Select the final option on the 'Features' menu - the 'show plot' option. This is what the resulting wave would look like if you lerp’d between each sample. Adjust the sample rate to see how well the two lines match up. You can also disable the 'real' line unclicking the "show real?" option.
Audio Samples
Audio in the range of 2 or 3 hertz (that’s the unit for frequency when the 'block of time' is a second) would not be audable. The human ear can’t hear sounds that low! Real sounds are more likley to be in the region of hundred to thoustands of hertz. The plot looks far too messy at that kind of frequency to be readable. Lets look at some different frequencies and how they sound.
|
Note
|
you need headphones for this next bit, if you don’t have them you can skip it - although for these sessions going forward you can book out headphones from the GA stores. |
We can hear what different frequencies sound like. Notes which have different frequences are preceived as having different pitches (we hear them as different notes). On the right hand side of the toy there is a button marked 'generate'. This will generate waves with the frequencies listed in the table. Click on 'play' and you should be able to hear the difference between each frequency.
|
Tip
|
Some of the options (like wave type and volume) have an effect on the scale’s play buttons. The frequency and sample rate from the graph don’t effect them though. The frequency is taken from the table, and the sample rate is set by your audio card! |
As a mentioned previouslly, this frequency is actually represented by samples of the wave.

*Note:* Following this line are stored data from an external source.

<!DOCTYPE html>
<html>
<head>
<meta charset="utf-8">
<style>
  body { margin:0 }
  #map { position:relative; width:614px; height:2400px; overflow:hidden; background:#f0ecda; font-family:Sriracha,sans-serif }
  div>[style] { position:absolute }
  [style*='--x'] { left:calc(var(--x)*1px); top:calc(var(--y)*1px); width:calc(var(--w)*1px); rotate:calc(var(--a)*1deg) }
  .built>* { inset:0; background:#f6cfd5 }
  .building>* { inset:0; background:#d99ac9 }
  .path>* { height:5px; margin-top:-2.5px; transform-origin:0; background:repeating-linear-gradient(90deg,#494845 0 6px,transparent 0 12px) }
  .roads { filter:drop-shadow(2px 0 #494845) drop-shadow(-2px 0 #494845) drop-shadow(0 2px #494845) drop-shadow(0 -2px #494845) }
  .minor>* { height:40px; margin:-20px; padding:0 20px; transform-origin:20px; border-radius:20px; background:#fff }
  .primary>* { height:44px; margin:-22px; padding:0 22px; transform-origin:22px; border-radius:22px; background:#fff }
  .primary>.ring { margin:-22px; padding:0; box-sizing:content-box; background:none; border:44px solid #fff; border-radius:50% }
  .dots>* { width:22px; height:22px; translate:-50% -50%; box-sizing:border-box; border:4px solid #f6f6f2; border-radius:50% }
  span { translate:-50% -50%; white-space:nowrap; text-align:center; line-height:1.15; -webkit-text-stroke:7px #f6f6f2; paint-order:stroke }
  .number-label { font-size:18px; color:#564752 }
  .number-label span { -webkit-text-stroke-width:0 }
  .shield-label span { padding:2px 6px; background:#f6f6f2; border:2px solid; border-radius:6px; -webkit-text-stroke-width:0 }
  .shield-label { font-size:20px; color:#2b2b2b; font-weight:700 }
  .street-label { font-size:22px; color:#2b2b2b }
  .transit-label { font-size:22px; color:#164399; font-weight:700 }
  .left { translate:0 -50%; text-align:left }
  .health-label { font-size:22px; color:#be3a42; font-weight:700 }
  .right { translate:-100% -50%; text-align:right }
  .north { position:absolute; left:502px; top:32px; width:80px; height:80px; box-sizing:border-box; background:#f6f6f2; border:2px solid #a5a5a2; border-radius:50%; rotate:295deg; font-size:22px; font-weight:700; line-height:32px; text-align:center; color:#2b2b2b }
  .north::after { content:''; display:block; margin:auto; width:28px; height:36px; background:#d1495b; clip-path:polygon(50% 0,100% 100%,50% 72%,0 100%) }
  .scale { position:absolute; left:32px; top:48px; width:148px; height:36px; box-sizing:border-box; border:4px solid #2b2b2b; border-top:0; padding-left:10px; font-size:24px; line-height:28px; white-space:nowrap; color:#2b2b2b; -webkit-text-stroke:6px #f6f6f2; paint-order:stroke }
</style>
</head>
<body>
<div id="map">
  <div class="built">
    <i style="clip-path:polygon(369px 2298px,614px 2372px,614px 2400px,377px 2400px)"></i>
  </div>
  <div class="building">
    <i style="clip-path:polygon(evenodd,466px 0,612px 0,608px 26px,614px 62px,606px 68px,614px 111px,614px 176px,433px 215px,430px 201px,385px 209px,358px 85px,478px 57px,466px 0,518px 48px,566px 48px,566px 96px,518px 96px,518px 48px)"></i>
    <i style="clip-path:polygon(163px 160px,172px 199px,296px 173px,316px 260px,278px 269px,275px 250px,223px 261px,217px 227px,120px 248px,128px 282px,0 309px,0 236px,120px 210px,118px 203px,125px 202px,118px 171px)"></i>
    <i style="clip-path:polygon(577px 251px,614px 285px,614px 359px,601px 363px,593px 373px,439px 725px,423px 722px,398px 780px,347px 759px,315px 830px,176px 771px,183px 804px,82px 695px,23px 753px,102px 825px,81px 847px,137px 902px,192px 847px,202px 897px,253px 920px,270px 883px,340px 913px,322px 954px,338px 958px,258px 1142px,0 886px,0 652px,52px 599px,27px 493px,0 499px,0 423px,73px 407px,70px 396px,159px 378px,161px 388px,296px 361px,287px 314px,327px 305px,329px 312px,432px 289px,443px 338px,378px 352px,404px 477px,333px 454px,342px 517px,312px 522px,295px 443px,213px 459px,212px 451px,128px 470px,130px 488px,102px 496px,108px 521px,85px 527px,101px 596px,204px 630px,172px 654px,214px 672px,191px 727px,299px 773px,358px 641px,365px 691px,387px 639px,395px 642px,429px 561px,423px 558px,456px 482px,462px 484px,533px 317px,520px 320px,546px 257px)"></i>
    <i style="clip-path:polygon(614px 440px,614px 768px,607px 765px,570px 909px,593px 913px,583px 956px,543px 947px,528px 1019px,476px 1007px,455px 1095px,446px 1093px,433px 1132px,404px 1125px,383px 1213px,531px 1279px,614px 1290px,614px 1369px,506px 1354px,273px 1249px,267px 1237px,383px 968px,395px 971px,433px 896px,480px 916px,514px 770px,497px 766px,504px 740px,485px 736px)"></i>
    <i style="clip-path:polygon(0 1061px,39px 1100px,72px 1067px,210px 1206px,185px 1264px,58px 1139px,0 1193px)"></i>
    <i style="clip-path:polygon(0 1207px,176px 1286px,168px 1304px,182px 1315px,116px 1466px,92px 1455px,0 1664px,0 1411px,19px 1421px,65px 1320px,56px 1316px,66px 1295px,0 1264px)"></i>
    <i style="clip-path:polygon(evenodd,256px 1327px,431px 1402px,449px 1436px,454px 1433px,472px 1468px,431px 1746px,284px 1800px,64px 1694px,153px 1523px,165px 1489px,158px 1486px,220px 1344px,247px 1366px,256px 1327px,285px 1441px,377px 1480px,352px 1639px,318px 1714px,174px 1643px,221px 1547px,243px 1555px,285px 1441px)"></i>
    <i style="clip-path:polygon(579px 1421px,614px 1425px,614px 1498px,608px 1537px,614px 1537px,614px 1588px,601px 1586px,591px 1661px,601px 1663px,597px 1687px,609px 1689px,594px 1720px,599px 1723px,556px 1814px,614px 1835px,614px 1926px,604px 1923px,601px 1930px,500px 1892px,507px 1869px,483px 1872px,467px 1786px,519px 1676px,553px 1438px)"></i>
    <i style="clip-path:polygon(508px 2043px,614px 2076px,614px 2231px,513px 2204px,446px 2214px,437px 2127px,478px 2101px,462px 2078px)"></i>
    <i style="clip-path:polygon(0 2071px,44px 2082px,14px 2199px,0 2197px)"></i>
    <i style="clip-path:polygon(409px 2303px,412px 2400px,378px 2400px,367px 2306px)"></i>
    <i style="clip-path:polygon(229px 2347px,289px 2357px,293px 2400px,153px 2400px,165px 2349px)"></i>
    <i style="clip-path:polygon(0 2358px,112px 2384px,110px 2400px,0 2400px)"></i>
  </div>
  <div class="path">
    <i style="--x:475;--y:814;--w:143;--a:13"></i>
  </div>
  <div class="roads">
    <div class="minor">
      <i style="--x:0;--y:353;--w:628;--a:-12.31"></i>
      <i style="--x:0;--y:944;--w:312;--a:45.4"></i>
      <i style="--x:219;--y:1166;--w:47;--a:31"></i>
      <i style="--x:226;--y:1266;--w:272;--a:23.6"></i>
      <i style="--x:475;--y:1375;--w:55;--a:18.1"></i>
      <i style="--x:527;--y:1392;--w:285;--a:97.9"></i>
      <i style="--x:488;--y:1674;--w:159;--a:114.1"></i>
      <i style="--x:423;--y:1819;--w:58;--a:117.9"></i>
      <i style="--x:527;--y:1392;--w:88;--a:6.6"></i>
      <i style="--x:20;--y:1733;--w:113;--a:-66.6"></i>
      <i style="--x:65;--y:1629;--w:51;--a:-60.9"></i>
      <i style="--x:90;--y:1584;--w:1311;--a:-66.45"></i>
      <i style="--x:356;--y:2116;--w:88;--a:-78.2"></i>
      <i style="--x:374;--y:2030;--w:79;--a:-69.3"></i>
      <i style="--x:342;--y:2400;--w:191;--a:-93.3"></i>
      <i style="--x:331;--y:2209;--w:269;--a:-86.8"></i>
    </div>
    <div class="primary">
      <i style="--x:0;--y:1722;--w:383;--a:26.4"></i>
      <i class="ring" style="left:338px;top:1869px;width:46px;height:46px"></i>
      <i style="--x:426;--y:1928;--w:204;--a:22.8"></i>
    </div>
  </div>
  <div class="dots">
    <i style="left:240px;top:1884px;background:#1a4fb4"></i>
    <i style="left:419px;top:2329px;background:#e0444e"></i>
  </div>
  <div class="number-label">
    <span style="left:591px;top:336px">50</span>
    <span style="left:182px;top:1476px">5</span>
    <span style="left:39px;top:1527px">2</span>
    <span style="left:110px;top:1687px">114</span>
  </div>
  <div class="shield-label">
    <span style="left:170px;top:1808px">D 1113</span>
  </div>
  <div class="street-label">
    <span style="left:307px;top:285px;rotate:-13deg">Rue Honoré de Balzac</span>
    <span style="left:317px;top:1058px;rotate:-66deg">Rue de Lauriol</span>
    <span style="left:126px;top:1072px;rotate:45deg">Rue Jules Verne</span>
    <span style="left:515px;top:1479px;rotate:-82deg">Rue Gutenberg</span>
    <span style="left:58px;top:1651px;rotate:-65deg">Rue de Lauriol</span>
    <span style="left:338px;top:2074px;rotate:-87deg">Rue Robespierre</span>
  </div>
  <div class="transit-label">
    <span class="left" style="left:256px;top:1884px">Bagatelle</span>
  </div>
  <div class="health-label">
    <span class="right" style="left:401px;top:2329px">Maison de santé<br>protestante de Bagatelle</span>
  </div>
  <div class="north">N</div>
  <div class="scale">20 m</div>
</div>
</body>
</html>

The number of samples is also expressed per second - a fairly common sample rate is 44,100 samples per second (so, 44,100Hz) - that’s a lot of samples for a 3 minute song!
Loading Audio Files
Just like in graphics, it’s fairly common to use an optimised on-disk format for audio files, such as mp3, or ogg vorbis. I’m not going to go into detail about how these formats work - it’s a facinating discussion for another time. We’re going to use a library to import our audio files that we are going to modify.
That library is called NAudio, and we can install it the same way we installed the graphics library we used for our graphics tool - using nuget.